6.10

## Assignment 1: A church-encoder

Your task on Assignment 1 is to write a full compiler for a core subset of scheme to the lambda calculus—the same grammar that our interpreter on assignment 0 supported. This will mean compiling the language:

 e ::= (letrec ([x (lambda (x ...) e)]) e) | (let ([x e] ...) e) | (lambda (x ...) e) | (e e ...) | x | (and e e) | (or e e) | (if e e e) | (uprim e) | (bprim e e) | datum datum ::= nat | (quote ()) | #t | #f nat ::= 0 | 1 | 2 | ... x is a symbol uprim ::= add1 | car | cdr | null? | not bprim ::= + | * | cons

Into the language:

 e ::= (lambda (x) e) | (e e) | x

Efficiency of compiled code notwithstanding, none of the above language forms are fundamental outside of abstractions, applications, and variables. All other forms may be compiled into nothing but functions. The pure lambda-calculus is Turing-complete.

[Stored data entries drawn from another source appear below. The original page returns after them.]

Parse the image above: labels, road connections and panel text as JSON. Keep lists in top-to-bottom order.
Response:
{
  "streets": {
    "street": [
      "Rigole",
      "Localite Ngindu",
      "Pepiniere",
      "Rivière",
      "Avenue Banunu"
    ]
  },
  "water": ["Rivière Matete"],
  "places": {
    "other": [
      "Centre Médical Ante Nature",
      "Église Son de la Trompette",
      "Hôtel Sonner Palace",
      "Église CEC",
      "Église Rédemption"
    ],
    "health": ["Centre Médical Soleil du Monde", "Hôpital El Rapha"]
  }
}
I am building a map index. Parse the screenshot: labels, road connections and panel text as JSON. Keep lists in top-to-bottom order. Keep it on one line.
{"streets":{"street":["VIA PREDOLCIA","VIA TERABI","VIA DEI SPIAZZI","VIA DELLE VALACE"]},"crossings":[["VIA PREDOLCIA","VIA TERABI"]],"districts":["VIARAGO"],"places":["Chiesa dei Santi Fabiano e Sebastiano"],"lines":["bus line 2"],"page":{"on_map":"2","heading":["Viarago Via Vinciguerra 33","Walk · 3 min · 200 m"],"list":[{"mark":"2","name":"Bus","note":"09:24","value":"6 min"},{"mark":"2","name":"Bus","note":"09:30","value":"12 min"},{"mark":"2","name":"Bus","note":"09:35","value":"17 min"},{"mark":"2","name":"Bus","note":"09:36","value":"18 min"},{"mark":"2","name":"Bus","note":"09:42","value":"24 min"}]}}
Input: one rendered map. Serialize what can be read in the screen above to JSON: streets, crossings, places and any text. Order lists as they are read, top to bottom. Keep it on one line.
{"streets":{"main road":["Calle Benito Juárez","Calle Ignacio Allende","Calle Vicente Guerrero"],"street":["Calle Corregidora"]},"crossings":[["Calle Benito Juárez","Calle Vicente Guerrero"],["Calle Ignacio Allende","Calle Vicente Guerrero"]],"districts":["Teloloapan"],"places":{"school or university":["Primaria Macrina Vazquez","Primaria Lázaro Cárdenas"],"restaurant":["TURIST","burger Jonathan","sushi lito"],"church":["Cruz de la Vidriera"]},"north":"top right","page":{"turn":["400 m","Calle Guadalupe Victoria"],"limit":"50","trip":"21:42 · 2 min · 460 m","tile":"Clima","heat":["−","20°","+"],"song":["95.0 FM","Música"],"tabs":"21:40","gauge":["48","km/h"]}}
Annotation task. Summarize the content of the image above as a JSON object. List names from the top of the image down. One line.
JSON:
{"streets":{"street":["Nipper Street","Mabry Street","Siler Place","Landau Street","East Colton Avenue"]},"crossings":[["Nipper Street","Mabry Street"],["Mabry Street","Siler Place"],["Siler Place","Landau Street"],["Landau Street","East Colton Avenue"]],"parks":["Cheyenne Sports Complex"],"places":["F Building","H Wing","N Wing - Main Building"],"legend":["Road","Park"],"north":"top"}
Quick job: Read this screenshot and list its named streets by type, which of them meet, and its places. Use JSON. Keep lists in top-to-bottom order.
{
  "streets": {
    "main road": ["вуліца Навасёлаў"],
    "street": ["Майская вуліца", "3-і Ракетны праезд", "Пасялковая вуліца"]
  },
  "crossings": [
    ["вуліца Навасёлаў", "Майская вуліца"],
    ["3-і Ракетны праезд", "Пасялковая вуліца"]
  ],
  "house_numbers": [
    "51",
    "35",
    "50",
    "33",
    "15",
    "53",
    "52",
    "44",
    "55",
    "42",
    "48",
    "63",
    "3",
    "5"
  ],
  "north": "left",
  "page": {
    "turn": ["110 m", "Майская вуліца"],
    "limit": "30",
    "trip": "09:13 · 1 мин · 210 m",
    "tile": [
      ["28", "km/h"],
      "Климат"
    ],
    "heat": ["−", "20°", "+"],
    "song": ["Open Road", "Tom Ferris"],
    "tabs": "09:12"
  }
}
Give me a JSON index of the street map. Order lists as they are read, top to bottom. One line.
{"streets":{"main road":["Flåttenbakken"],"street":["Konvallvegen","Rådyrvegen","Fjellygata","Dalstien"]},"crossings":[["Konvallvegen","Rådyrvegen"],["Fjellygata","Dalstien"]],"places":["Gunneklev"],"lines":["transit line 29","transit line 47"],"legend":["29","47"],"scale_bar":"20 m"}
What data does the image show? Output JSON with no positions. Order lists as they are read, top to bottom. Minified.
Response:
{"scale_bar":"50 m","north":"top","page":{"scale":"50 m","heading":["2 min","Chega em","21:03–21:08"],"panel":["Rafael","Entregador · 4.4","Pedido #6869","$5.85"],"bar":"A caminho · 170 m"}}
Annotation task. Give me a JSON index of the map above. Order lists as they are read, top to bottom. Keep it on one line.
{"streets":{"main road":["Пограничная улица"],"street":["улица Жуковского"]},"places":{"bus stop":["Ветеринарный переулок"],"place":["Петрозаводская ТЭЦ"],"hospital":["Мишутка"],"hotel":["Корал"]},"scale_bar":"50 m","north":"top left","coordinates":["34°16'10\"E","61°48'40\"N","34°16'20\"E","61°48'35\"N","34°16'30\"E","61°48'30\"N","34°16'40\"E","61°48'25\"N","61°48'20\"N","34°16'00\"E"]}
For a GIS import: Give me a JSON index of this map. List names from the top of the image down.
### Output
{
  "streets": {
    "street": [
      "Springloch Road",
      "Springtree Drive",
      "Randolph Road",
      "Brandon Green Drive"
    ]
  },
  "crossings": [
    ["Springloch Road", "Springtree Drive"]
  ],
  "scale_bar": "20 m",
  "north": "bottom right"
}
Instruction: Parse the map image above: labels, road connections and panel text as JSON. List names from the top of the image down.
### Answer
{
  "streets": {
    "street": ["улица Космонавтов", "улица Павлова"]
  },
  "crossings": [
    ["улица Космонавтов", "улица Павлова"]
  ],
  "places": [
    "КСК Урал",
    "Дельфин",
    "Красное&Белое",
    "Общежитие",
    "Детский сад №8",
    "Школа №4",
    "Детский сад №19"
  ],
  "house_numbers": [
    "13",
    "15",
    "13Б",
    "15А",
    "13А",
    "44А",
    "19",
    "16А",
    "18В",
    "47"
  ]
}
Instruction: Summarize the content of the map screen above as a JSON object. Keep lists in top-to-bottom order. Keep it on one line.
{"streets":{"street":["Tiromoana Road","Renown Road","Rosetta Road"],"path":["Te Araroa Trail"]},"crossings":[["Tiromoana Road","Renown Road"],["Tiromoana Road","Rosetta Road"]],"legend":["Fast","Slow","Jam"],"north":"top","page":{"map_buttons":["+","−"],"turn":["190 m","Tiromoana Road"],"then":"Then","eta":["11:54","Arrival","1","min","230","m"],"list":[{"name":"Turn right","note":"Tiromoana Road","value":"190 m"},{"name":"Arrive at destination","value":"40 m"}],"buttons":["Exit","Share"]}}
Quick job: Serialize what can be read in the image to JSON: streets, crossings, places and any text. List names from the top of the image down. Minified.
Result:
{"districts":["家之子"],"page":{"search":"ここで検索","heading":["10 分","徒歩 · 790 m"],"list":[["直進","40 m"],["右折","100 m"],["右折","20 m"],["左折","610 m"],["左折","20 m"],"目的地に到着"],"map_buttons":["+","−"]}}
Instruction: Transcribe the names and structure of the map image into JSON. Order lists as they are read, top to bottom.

The goal of this assignment is to continue to exercise your understanding of core functional programming, to understand the essentials of compiling to equivalent code in a core language, and to scale up your knowledge of Racket to a substantial (if not yet practical) compiler.

### Church encoding

Church encodings are representations of data types as pure functions. We can convert numbers, booleans, null, lists, and any other data type possible in real world languages into a lambda abstraction (a first-class function) built out of further lambdas. All the language forms we need can then be desugared into applications of lambdas.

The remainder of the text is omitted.